▶ _Activity_
Skip the pictures and return every entry exactly as written.
Records for processing below:
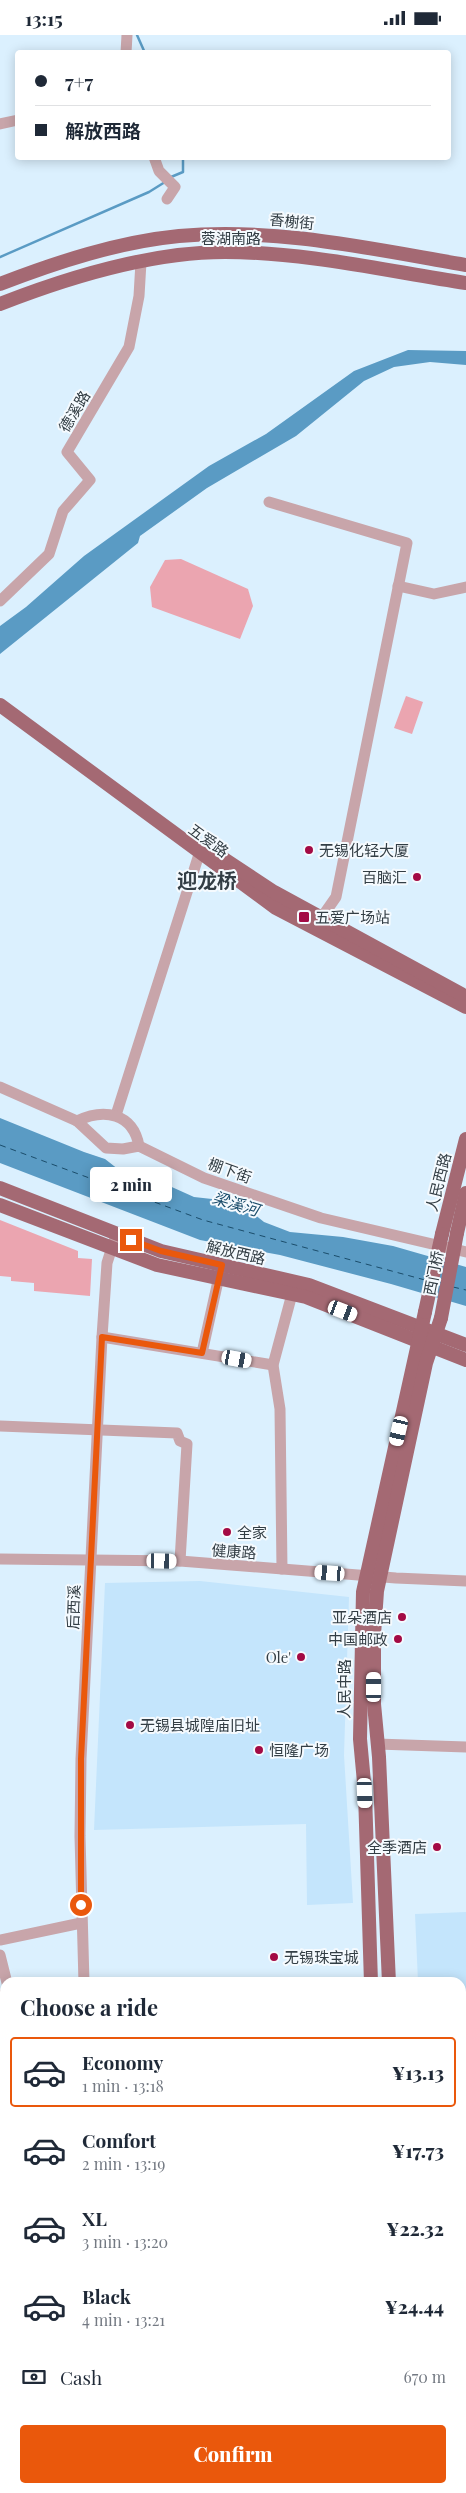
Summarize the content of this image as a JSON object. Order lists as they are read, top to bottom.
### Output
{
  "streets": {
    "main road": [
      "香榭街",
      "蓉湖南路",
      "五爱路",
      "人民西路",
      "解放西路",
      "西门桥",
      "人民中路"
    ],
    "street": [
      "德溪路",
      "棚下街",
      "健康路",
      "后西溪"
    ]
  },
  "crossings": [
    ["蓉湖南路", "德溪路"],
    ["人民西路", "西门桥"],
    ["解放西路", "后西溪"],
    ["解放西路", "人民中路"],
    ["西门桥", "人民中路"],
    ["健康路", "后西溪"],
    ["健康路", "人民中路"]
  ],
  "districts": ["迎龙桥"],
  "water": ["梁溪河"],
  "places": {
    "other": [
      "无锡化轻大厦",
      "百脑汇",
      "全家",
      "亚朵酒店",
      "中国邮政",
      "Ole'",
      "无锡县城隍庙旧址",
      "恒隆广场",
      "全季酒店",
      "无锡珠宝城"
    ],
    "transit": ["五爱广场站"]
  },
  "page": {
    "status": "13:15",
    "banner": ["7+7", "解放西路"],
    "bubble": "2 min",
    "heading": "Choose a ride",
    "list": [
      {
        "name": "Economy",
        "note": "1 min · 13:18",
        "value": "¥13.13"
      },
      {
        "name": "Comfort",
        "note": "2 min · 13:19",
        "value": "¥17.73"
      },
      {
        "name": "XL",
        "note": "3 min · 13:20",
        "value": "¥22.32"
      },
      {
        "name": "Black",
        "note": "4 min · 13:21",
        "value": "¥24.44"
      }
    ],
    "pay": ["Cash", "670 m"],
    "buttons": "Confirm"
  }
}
End of Records for processing.
▶ _Problem solution_
Summarize the content of this image as a JSON object. Order lists as they are read, top to bottom.
### Output
{
  "streets": {
    "main road": [
      "香榭街",
      "蓉湖南路",
      "五爱路",
      "人民西路",
      "解放西路",
      "西门桥",
      "人民中路"
    ],
    "street": [
      "德溪路",
      "棚下街",
      "健康路",
      "后西溪"
    ]
  },
  "crossings": [
    ["蓉湖南路", "德溪路"],
    ["人民西路", "西门桥"],
    ["解放西路", "后西溪"],
    ["解放西路", "人民中路"],
    ["西门桥", "人民中路"],
    ["健康路", "后西溪"],
    ["健康路", "人民中路"]
  ],
  "districts": ["迎龙桥"],
  "water": ["梁溪河"],
  "places": {
    "other": [
      "无锡化轻大厦",
      "百脑汇",
      "全家",
      "亚朵酒店",
      "中国邮政",
      "Ole'",
      "无锡县城隍庙旧址",
      "恒隆广场",
      "全季酒店",
      "无锡珠宝城"
    ],
    "transit": ["五爱广场站"]
  },
  "page": {
    "status": "13:15",
    "banner": ["7+7", "解放西路"],
    "bubble": "2 min",
    "heading": "Choose a ride",
    "list": [
      {
        "name": "Economy",
        "note": "1 min · 13:18",
        "value": "¥13.13"
      },
      {
        "name": "Comfort",
        "note": "2 min · 13:19",
        "value": "¥17.73"
      },
      {
        "name": "XL",
        "note": "3 min · 13:20",
        "value": "¥22.32"
      },
      {
        "name": "Black",
        "note": "4 min · 13:21",
        "value": "¥24.44"
      }
    ],
    "pay": ["Cash", "670 m"],
    "buttons": "Confirm"
  }
}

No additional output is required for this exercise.